*WHAT IS REQUIRED:* What lines in the records include the string "Abcouderpad"? Return each one.
======== SOURCE INFORMATION
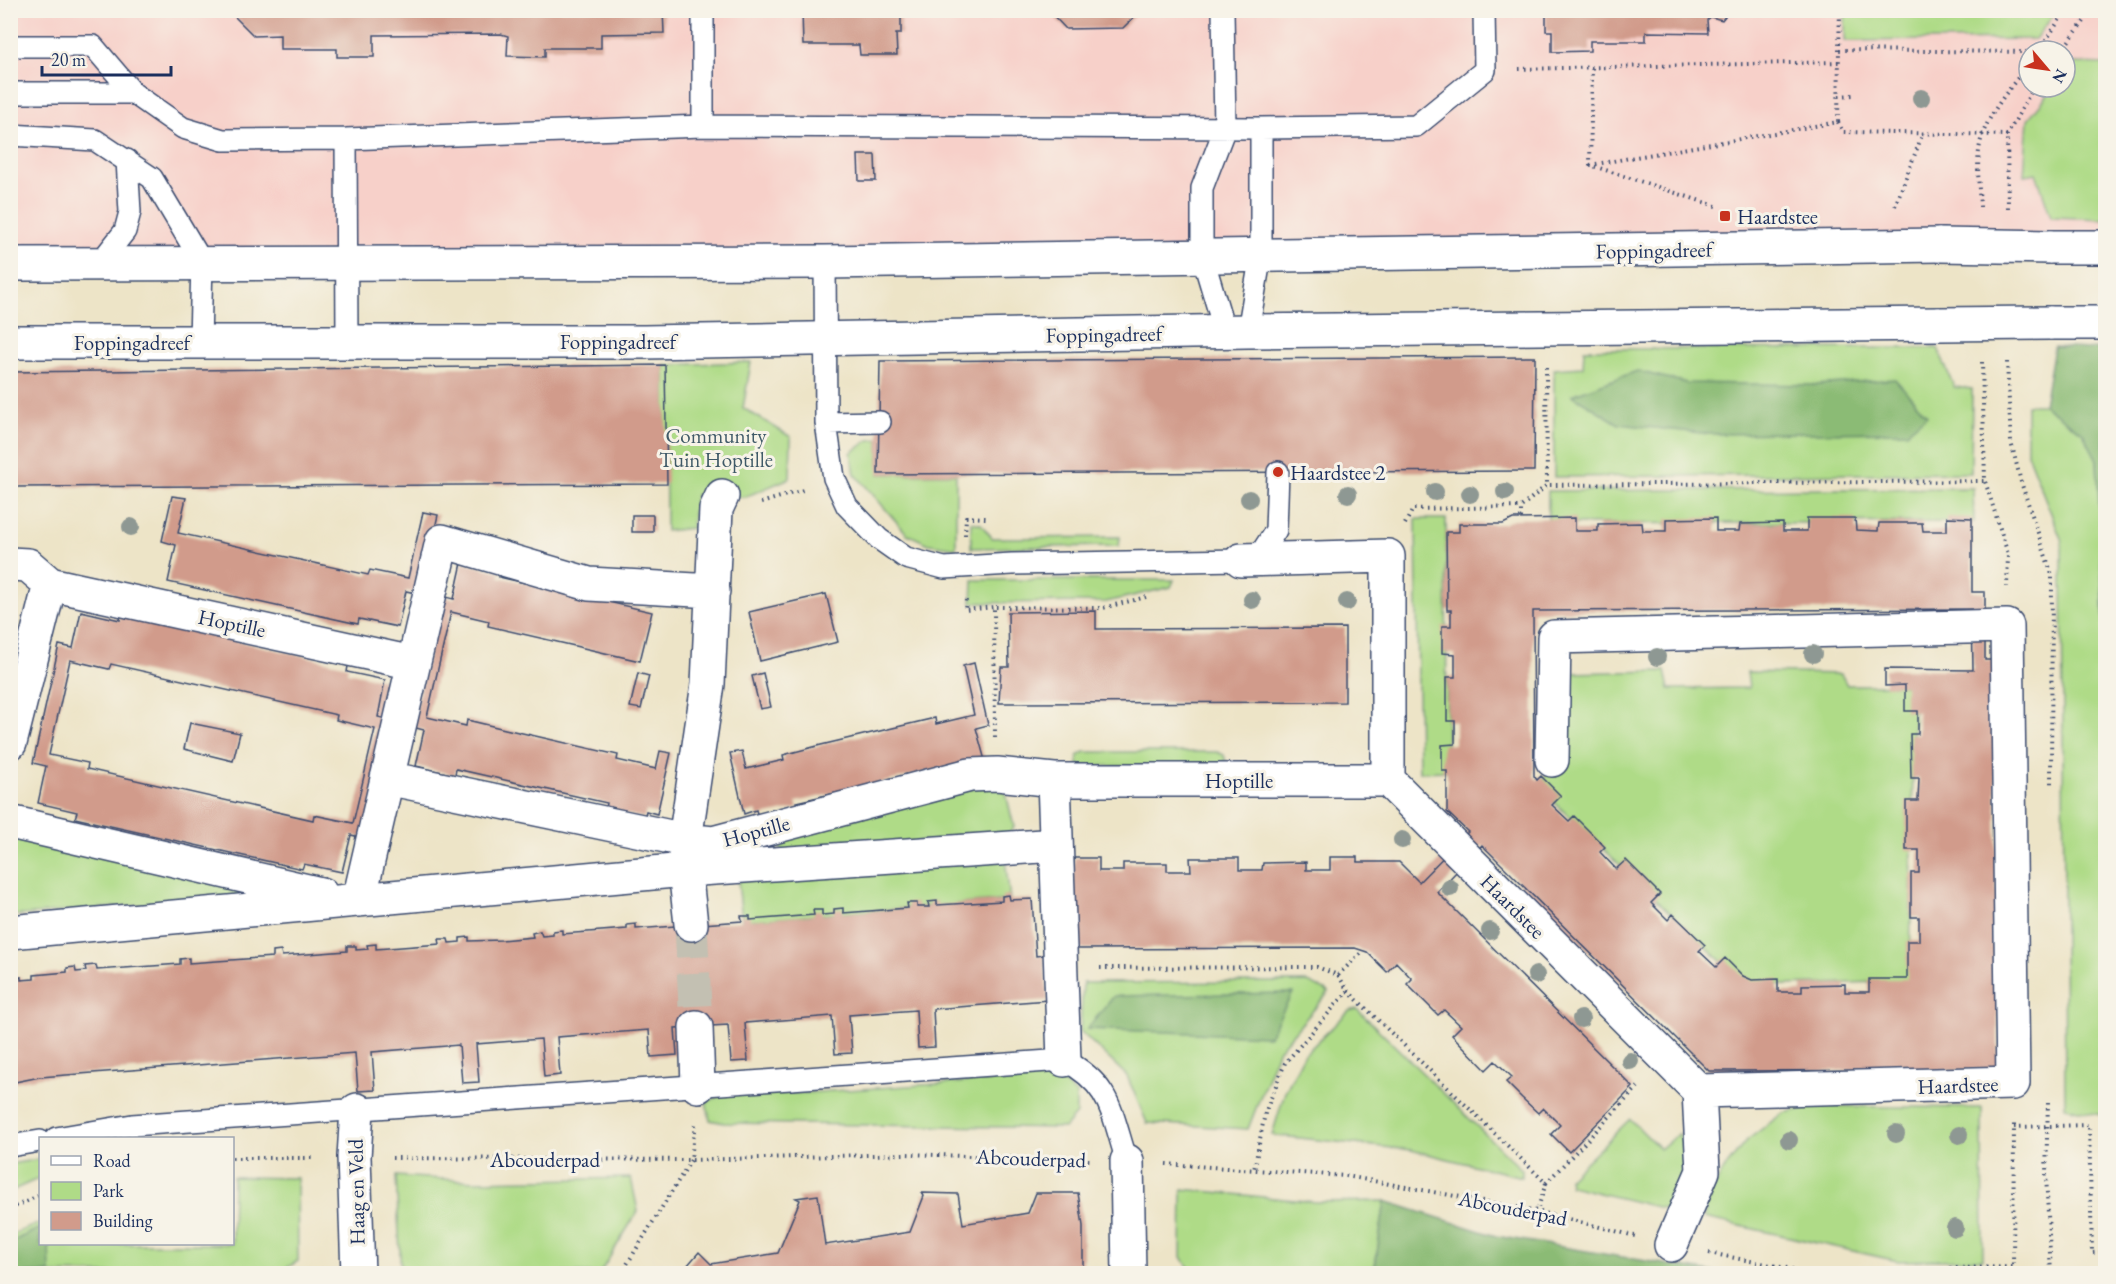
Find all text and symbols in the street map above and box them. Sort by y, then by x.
scale bar [42,39,171,77]
north arrow [2017,39,2077,99]
text: 20 m [51,48,86,71]
text: N [2047,65,2072,87]
place label: Haardstee [1737,203,1818,230]
marker: Haardstee [1718,209,1732,223]
street label: Foppingadreef [1595,235,1715,265]
street label: Foppingadreef [1045,319,1165,349]
street label: Foppingadreef [560,328,679,355]
street label: Foppingadreef [74,329,193,356]
park label: Community Tuin Hoptille [659,422,773,473]
place label: Haardstee 2 [1290,459,1385,486]
marker: Haardstee 2 [1271,465,1285,479]
street label: Hoptille [196,603,268,643]
street label: Hoptille [1205,767,1273,794]
street label: Hoptille [720,809,792,853]
street label: Haardstee [1475,868,1551,944]
street label: Haardstee [1917,1070,1999,1100]
legend [39,1137,234,1245]
street label: Haag en Veld [342,1138,370,1245]
street label: Abcouderpad [974,1143,1087,1173]
street label: Abcouderpad [489,1146,600,1173]
text: Road [93,1149,132,1172]
text: Park [93,1179,124,1202]
street label: Abcouderpad [1455,1184,1570,1232]
text: Building [93,1209,153,1232]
================
*ANSWER BELOW:*
street label: Abcouderpad [974,1143,1087,1173]
street label: Abcouderpad [489,1146,600,1173]
street label: Abcouderpad [1455,1184,1570,1232]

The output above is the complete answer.